Justin Tallis/WPA Pool/Getty Images; Neilson Barnard/Getty Images/The Muppets Studio

Just about everyone loves The Muppets. And who doesn't love Kermit the Frog, who famously declared that "It's Not Easy Being Green?"

Well, U.K. Prime Minister Boris Johnson might have a bone to pick with the famous amphibian, creating a rather awkward moment at this year's United Nations General Assembly.

Johnson, who in a speech pushed the world to "grow up" and tackle climate change, awkwardly knocked Kermit for being "wrong" about the future of renewable energy, declaring that it is, in fact, easy to be green.

The issue came down to Johnson's delivery, which you can watch in the video below.

The audience looked on in silence as Johnson awkwardly evoked Kermit's catchphrase:

"And when Kermit the Frog sang 'It's not easy being green. Do you remember that one?"
"I want you to know he was wrong. It is easy to be green."
"It's not only easy, but it's lucrative and it's right to green... ...even though he was also unnecessarily rude to Miss Piggy I thought, Kermit the Frog."

The speech didn't really go over well, with many shaking their heads at Johnson's delivery, which appeared to cloud his larger message.



Johnson's speech was otherwise rather pointed.

In it, he urged the world to take charge and move away from fossil fuels, which are dealing irreparable harm to the planet.

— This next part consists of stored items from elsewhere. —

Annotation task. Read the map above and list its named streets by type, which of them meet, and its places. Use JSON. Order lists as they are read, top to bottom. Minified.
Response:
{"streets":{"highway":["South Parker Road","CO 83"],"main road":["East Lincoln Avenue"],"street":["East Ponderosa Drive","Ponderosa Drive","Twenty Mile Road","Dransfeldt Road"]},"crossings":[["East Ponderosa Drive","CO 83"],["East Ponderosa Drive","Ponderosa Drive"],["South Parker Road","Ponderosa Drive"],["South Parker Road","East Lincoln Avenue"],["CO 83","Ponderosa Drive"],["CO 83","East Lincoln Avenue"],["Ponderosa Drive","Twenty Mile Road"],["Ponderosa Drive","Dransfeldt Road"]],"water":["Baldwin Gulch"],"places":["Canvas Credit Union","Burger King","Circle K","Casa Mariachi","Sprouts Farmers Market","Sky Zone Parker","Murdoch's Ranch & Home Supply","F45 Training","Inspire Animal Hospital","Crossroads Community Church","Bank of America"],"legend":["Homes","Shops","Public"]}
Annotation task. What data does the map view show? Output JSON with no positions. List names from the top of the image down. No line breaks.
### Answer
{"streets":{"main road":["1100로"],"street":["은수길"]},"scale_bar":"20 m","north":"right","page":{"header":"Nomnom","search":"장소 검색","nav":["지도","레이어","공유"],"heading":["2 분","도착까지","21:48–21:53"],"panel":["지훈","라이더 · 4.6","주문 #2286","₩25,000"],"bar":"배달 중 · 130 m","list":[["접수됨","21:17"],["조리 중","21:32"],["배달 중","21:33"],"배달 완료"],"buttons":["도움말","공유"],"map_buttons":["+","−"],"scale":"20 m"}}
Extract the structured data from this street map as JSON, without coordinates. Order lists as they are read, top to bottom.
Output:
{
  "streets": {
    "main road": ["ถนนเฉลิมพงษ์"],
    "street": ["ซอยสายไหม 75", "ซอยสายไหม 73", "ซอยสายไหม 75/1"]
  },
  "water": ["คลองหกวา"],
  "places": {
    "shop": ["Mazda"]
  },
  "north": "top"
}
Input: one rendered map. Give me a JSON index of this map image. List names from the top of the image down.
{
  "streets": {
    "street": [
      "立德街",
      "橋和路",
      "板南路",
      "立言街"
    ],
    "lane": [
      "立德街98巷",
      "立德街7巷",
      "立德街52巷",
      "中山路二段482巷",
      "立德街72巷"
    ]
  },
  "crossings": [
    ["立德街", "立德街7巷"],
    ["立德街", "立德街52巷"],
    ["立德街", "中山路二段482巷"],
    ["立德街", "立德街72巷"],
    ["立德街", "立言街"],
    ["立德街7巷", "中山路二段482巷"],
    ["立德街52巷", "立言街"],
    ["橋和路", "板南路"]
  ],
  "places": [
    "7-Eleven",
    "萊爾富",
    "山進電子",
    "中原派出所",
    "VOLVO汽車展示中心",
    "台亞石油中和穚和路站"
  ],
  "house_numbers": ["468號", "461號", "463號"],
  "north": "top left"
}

"We still cling with parts of our minds to the infantile belief that the world was made for our gratification and pleasure. And we combine this narcissism with an assumption of our own immortality."
"We believe that someone else will clear up the mess, because that is what someone else has always done."
"We trash our habitats, again and again, with the inductive reasoning that we've gotten away with it so far, and therefore, we'll get away with it again."
"My friends, the adolescence of humanity is coming to an end and must come to an end."

Johnson's past behavior, however, might be undercutting his message.

In June, he garnered heavy criticism for defending his use of a private jet to fly 250 miles from London to Cornwall for the G7 summit, where he and other world leaders discussed the impact of climate change.